# Work required:
Whenever a line in the records below holds the string "Annotate", copy it out.

(Information given)

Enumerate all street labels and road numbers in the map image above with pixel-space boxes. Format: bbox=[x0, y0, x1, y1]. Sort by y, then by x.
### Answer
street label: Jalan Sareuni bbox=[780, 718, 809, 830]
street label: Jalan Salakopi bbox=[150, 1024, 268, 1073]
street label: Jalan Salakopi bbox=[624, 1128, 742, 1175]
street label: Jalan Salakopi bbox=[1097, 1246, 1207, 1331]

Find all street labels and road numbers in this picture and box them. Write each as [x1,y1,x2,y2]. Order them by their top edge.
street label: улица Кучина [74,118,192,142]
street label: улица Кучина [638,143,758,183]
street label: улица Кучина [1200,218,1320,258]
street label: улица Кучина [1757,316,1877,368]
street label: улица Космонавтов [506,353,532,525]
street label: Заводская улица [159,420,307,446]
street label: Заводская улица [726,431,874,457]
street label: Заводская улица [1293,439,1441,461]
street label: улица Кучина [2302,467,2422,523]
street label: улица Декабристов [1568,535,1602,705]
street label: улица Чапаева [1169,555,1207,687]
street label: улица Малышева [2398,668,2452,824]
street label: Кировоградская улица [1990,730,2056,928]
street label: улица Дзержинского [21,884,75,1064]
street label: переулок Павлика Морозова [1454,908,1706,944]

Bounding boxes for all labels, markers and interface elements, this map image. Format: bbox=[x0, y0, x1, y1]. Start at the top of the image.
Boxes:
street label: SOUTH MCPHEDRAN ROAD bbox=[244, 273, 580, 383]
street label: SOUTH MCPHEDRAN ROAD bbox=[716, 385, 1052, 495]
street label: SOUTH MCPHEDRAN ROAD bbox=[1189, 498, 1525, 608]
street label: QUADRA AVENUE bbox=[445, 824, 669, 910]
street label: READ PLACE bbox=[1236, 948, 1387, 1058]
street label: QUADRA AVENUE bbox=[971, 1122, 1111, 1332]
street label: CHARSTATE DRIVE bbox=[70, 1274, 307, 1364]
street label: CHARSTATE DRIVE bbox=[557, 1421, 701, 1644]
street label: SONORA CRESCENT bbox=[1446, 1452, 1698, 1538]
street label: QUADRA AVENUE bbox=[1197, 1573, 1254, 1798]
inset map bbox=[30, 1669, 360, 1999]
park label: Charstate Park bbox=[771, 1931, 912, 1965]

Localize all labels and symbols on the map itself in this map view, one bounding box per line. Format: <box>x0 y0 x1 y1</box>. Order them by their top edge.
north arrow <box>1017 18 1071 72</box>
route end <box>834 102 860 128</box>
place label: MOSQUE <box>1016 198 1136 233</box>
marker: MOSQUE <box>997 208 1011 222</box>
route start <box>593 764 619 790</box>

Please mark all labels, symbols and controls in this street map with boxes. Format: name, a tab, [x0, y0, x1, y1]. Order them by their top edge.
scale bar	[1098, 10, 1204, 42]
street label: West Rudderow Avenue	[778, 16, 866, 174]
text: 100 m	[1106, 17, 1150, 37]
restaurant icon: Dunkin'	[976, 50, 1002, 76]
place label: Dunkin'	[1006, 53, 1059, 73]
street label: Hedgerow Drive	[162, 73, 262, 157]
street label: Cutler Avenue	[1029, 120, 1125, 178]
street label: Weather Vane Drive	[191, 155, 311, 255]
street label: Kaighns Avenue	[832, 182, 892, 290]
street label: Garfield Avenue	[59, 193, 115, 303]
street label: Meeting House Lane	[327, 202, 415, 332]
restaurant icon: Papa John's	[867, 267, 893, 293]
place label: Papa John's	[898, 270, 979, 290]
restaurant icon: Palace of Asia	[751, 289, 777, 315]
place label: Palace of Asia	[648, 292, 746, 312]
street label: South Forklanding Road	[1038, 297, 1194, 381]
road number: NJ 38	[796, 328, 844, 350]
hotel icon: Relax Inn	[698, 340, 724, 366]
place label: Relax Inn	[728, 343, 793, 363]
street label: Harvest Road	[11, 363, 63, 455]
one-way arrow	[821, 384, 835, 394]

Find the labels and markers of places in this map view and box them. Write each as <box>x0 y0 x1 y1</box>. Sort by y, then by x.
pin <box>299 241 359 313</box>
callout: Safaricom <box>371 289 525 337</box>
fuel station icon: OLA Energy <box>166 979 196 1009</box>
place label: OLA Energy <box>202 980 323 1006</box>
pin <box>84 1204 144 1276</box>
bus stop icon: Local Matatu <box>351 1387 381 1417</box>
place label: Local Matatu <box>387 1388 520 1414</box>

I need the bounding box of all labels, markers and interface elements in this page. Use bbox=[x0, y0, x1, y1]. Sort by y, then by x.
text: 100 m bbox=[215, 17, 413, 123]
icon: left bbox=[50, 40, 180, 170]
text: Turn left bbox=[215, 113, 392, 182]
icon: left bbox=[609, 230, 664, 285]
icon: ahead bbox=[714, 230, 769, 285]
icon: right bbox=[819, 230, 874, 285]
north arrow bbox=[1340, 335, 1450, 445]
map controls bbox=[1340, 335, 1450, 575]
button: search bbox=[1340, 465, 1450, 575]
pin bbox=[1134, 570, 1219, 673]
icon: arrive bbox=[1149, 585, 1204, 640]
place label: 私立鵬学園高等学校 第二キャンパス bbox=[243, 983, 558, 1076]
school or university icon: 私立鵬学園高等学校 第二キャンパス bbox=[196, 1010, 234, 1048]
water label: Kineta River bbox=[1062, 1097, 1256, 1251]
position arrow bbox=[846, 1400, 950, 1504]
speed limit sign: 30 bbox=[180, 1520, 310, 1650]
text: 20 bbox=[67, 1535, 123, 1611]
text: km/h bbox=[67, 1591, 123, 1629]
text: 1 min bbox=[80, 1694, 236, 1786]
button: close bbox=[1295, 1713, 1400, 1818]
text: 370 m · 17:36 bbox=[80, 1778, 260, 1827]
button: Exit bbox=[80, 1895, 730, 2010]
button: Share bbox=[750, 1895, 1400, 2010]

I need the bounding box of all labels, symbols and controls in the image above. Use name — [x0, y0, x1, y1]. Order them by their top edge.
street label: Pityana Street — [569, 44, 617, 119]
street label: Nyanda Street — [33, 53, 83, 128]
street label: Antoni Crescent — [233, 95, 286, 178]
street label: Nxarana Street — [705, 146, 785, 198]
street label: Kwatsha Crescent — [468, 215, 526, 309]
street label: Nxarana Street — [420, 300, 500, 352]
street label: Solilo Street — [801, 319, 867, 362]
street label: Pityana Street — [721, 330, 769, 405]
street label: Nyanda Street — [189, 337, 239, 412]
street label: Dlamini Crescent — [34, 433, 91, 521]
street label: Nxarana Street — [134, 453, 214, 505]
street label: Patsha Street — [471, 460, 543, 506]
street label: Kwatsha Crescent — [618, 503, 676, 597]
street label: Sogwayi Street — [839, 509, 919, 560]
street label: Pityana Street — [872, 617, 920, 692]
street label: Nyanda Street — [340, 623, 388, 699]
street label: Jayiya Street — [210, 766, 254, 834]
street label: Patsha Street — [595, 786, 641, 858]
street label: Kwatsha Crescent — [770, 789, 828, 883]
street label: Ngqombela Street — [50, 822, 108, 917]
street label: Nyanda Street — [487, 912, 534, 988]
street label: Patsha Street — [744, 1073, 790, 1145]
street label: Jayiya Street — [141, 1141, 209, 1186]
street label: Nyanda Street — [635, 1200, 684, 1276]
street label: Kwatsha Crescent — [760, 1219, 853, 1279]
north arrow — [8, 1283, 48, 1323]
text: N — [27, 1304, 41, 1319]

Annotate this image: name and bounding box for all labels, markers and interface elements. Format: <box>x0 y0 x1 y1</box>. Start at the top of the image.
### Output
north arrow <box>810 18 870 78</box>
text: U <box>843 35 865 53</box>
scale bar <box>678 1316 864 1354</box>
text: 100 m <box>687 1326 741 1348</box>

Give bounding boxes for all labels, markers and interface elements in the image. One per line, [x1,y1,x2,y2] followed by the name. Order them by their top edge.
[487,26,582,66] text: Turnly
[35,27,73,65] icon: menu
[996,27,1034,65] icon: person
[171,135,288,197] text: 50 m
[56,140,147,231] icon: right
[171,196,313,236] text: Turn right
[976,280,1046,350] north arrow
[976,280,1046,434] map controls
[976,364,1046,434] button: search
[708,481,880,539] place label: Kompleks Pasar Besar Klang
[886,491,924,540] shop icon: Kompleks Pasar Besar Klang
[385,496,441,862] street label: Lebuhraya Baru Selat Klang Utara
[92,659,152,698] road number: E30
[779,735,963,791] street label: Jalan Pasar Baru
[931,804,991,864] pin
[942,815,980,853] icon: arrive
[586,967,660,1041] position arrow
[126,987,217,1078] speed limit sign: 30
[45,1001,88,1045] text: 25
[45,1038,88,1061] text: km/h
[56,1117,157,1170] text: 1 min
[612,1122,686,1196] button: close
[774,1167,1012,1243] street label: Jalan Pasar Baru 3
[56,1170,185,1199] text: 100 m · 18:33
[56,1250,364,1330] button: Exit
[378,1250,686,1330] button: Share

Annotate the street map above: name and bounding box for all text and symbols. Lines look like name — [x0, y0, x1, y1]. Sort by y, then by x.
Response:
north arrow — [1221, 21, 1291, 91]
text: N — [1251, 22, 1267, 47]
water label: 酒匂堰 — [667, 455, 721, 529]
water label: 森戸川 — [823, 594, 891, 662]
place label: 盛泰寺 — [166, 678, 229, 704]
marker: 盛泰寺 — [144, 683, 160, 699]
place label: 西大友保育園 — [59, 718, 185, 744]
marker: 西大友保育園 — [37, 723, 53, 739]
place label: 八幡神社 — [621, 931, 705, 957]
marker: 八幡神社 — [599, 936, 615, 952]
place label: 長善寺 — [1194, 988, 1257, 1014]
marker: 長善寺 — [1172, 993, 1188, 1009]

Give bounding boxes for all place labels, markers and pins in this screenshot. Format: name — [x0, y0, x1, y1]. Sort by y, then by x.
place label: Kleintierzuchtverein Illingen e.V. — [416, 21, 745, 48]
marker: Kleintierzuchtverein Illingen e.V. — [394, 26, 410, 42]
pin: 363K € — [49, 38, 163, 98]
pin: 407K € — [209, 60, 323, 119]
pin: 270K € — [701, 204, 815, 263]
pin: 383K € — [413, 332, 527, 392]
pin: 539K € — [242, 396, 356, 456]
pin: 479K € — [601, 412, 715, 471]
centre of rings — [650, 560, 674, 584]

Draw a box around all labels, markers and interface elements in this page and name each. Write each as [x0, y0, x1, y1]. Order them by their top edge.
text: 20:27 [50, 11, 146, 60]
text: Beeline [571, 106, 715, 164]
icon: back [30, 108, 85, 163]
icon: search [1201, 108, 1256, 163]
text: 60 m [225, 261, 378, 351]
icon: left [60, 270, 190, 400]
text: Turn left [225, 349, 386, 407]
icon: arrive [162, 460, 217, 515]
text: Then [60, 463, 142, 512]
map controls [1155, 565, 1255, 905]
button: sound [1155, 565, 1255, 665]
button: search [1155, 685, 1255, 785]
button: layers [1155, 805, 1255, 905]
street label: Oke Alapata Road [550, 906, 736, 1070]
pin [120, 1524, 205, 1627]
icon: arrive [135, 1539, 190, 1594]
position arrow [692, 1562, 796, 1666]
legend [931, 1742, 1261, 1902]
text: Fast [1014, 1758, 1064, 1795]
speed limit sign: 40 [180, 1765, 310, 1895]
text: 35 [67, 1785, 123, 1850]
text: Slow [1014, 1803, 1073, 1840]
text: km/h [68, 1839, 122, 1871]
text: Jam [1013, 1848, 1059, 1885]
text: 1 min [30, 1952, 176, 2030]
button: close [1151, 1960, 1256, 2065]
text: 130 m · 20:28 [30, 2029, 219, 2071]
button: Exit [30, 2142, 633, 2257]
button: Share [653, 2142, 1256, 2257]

(End Information given)

# Your solution:
Annotate this image: name and bounding box for all labels, markers and interface elements. Format: <box>x0 y0 x1 y1</box>. Start at the top of the image.
Annotate the street map above: name and bounding box for all text and symbols. Lines look like name — [x0, y0, x1, y1]. Sort by y, then by x.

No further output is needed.